> [Data excerpts]:
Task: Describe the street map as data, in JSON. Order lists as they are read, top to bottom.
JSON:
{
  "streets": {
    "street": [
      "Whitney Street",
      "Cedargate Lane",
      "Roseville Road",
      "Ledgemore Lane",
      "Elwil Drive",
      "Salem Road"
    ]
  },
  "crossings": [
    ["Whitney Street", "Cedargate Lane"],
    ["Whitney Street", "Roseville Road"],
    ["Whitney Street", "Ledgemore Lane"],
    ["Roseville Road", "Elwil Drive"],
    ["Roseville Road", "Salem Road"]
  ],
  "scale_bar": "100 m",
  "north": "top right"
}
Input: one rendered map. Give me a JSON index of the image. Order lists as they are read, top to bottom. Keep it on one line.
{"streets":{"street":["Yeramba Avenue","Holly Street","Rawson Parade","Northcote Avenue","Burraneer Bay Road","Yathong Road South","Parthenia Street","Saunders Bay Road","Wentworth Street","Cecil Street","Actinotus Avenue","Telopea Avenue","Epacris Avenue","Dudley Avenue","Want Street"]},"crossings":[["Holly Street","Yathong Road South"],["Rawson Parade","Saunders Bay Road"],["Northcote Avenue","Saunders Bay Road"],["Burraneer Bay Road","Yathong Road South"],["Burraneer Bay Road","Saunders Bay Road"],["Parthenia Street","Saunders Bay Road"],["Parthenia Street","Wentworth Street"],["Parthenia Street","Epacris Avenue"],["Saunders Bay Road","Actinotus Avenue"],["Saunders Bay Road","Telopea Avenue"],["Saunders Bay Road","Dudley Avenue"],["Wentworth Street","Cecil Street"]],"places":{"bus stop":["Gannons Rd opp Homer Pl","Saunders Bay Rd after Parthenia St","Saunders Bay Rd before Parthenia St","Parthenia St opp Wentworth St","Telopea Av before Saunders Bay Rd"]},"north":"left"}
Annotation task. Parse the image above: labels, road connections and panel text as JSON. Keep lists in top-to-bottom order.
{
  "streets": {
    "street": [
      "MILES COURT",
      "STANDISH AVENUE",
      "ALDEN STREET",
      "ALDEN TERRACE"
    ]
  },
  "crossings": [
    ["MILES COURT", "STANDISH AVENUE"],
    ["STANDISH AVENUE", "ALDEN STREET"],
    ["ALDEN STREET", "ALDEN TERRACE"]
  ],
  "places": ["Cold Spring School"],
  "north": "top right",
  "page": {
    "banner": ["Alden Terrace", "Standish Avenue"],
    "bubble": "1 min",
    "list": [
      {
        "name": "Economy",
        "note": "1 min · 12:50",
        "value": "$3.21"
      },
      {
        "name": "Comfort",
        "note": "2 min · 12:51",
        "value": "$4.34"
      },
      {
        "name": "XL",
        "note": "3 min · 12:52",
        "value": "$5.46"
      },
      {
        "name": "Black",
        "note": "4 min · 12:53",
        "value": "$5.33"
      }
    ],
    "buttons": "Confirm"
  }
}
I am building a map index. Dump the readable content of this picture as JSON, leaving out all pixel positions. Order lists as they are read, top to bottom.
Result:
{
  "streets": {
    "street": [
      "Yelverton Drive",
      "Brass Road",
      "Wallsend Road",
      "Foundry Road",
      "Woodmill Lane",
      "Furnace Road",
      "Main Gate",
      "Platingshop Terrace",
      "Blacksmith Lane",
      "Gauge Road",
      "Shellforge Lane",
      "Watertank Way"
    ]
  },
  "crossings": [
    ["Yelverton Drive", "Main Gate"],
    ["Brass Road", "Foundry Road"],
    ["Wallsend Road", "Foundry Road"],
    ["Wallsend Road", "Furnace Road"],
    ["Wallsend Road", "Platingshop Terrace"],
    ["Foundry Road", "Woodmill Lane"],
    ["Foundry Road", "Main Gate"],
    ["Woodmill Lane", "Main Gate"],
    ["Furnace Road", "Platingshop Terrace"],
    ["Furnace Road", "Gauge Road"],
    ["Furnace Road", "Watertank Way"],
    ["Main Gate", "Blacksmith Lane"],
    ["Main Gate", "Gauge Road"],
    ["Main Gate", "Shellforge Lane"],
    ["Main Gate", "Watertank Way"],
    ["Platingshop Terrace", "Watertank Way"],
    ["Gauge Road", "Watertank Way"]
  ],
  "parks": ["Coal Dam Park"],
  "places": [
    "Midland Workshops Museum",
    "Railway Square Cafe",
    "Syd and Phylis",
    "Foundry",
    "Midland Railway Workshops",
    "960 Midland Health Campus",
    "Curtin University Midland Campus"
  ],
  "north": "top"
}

> [What this task involves]:
Look back at the entries above and repeat, unchanged, every line from the line holding "Annotation task. Parse" through the line holding "I am building".

> [Task answer]:
Annotation task. Parse the image above: labels, road connections and panel text as JSON. Keep lists in top-to-bottom order.
{
  "streets": {
    "street": [
      "MILES COURT",
      "STANDISH AVENUE",
      "ALDEN STREET",
      "ALDEN TERRACE"
    ]
  },
  "crossings": [
    ["MILES COURT", "STANDISH AVENUE"],
    ["STANDISH AVENUE", "ALDEN STREET"],
    ["ALDEN STREET", "ALDEN TERRACE"]
  ],
  "places": ["Cold Spring School"],
  "north": "top right",
  "page": {
    "banner": ["Alden Terrace", "Standish Avenue"],
    "bubble": "1 min",
    "list": [
      {
        "name": "Economy",
        "note": "1 min · 12:50",
        "value": "$3.21"
      },
      {
        "name": "Comfort",
        "note": "2 min · 12:51",
        "value": "$4.34"
      },
      {
        "name": "XL",
        "note": "3 min · 12:52",
        "value": "$5.46"
      },
      {
        "name": "Black",
        "note": "4 min · 12:53",
        "value": "$5.33"
      }
    ],
    "buttons": "Confirm"
  }
}
I am building a map index. Dump the readable content of this picture as JSON, leaving out all pixel positions. Order lists as they are read, top to bottom.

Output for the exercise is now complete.